🤖 AI Summary
This work addresses the optimization challenges in large language model (LLM) inference arising from the entanglement of diverse workloads, routing strategies, and computational resource pools. To this end, we propose the Workload-Router-Pool (WRP) triadic co-design architecture—the first unified, systematic framework that decouples and jointly models the interactions among these three dimensions. The framework integrates key techniques including signal-driven routing, context-length pooling, semantic caching, multimodal agent routing, heterogeneous GPU pooling, KV-cache topology optimization, and reinforcement learning–guided model selection.

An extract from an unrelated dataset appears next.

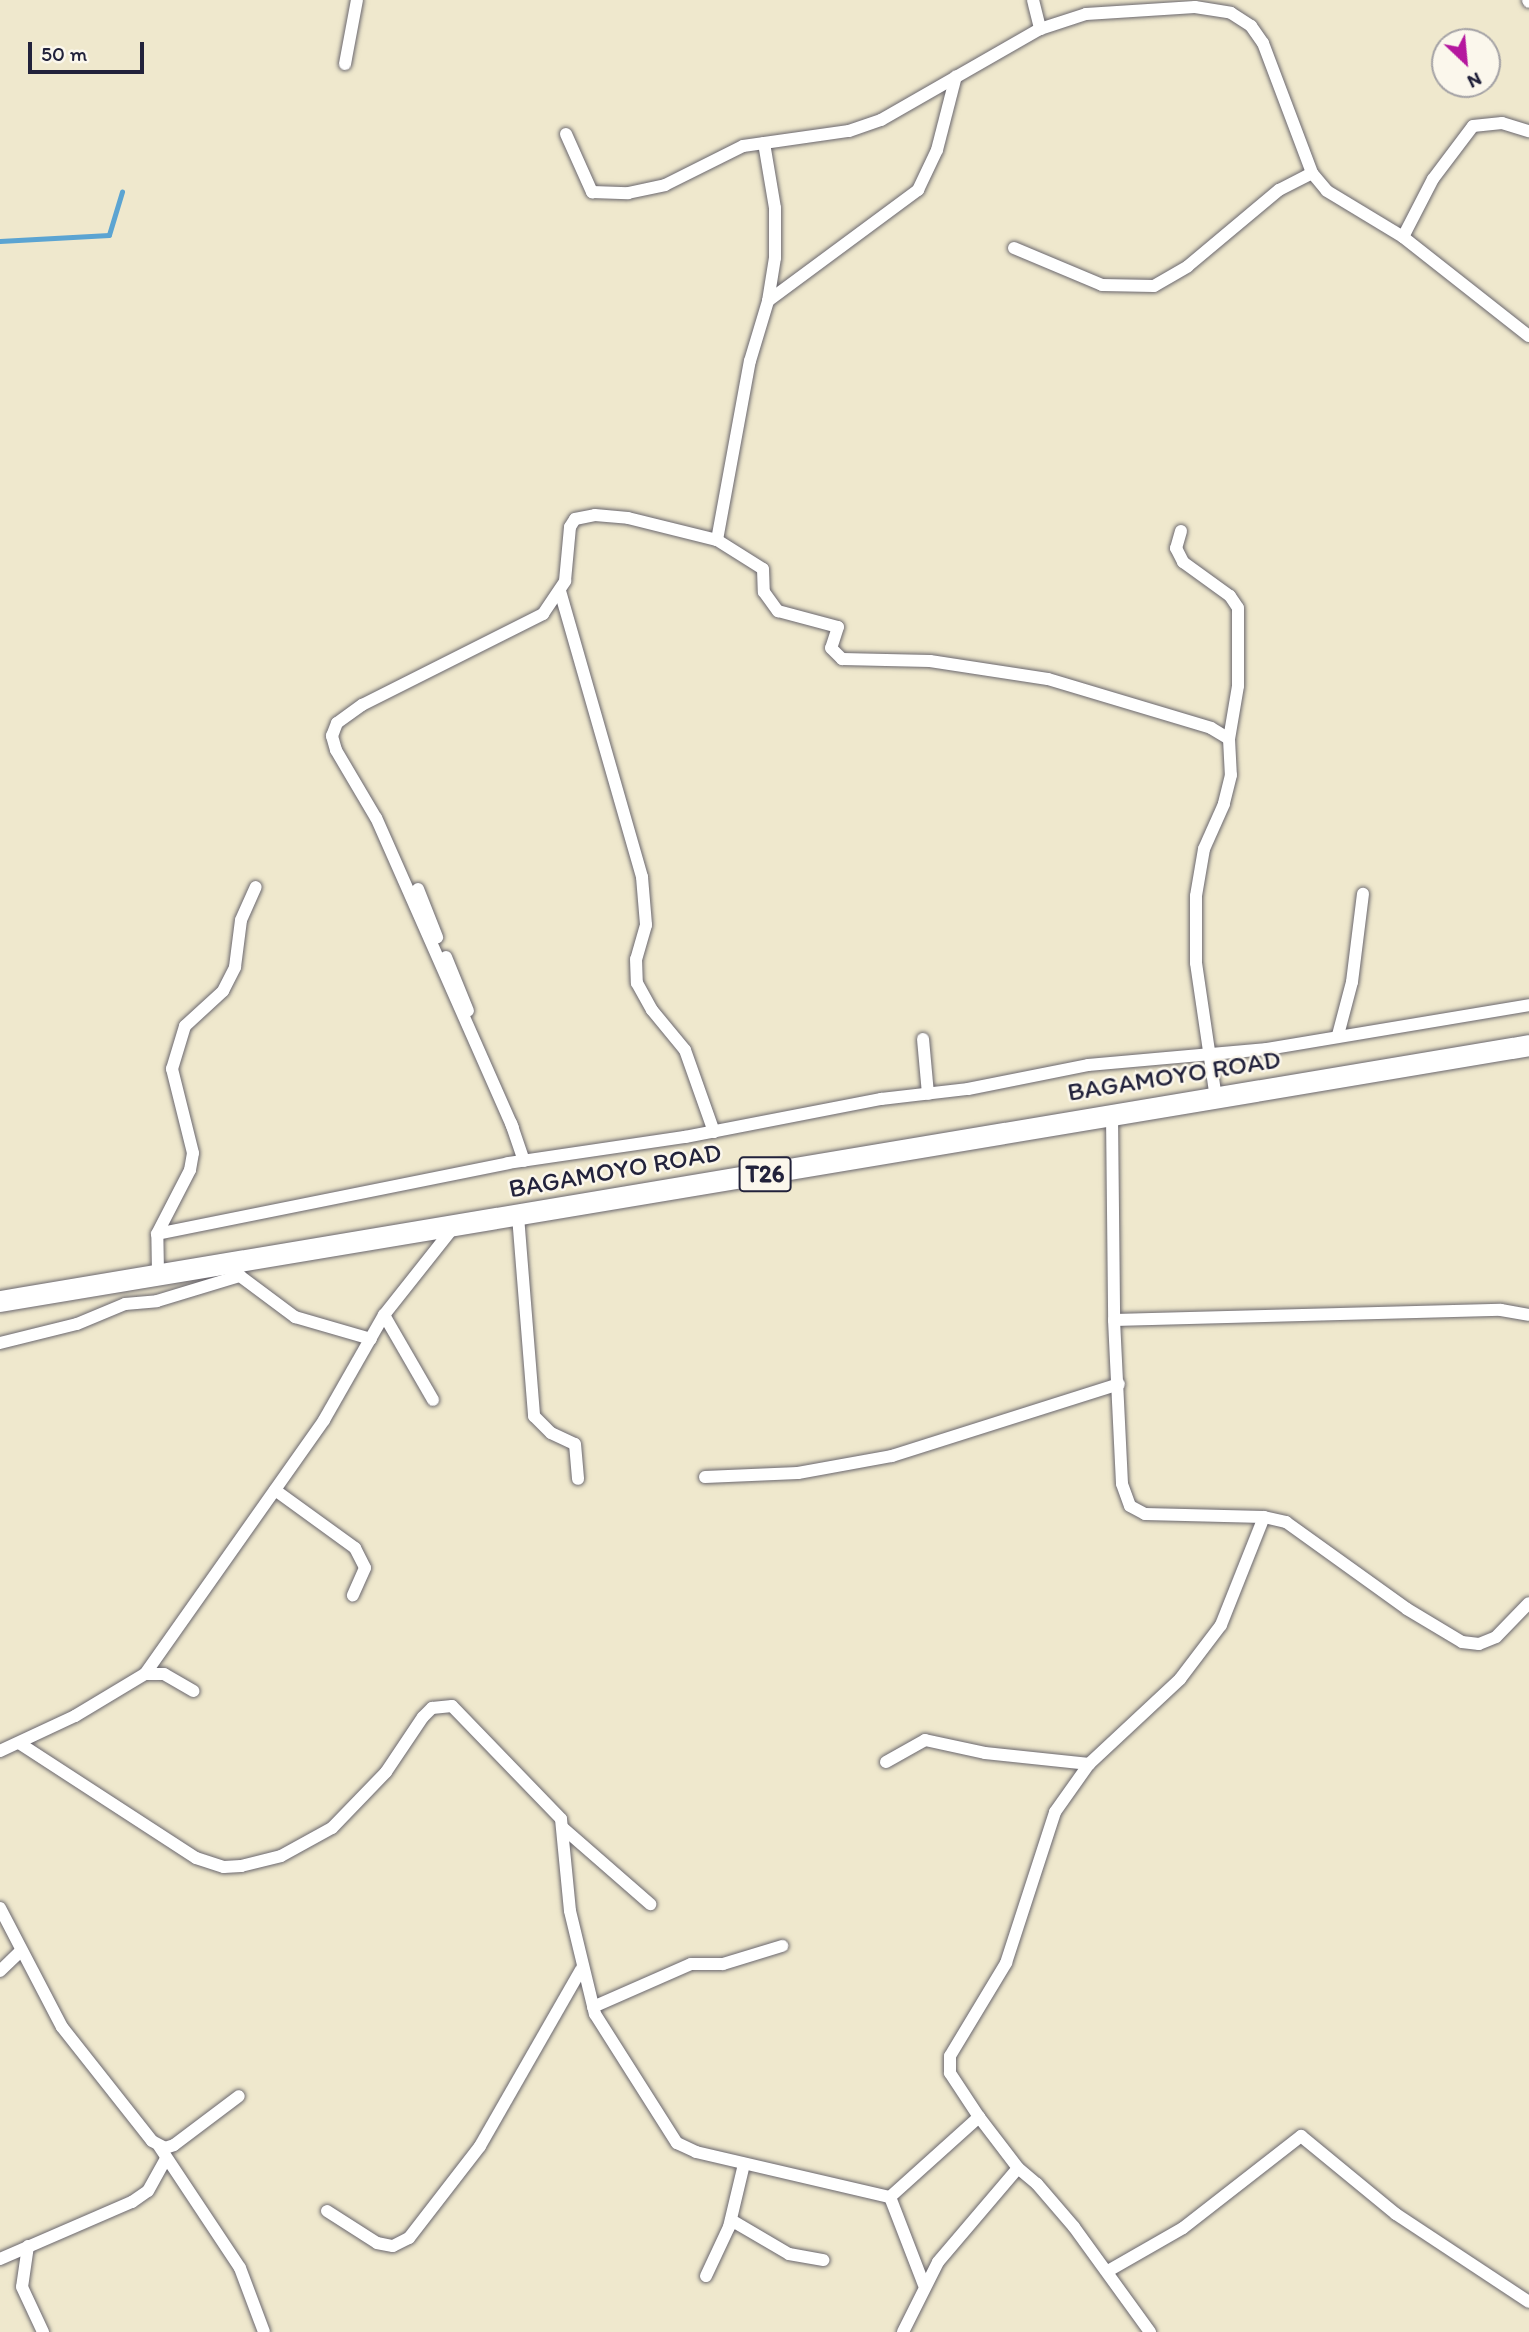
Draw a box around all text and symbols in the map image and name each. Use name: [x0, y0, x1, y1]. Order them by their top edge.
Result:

Building upon the vLLM semantic router series, it forms a scalable WRP interaction matrix and delineates 21 concrete research directions and open challenges, offering a comprehensive blueprint for efficient, secure, and adaptive LLM inference systems.
📝 Abstract
Over the past year, the vLLM Semantic Router project has released a series of work spanning: (1) core routing mechanisms -- signal-driven routing, context-length pool routing, router performance engineering, policy conflict detection, low-latency embedding models, category-aware semantic caching, user-feedback-driven routing adaptation, hallucination detection, and hierarchical content-safety classification for privacy and jailbreak protection; (2) fleet optimization -- fleet provisioning and energy-efficiency analysis; (3) agentic and multimodal routing -- multimodal agent routing, tool selection, CUA security, and multi-turn context memory and safety; (4) governance and standards -- inference routing protocols and multi-provider API extensions. Each paper tackled a specific problem in LLM inference, but the problems are not independent; for example, fleet provisioning depends on the routing policy, which depends on the workload mix, shifting as organizations adopt agentic and multimodal workloads. This paper distills those results into the Workload-Router-Pool (WRP) architecture, a three-dimensional framework for LLM inference optimization. Workload characterizes what the fleet serves (chat vs. agent, single-turn vs. multi-turn, warm vs. cold, prefill-heavy vs. decode-heavy). Router determines how each request is dispatched (static semantic rules, online bandit adaptation, RL-based model selection, quality-aware cascading). Pool defines where inference runs (homogeneous vs. heterogeneous GPU, disaggregated prefill/decode, KV-cache topology). We map our prior work onto a 3x3 WRP interaction matrix, identify which cells we have covered and which remain open, and propose twenty-one concrete research directions at the intersections, each grounded in our prior measurements, tiered by maturity from engineering-ready to open research.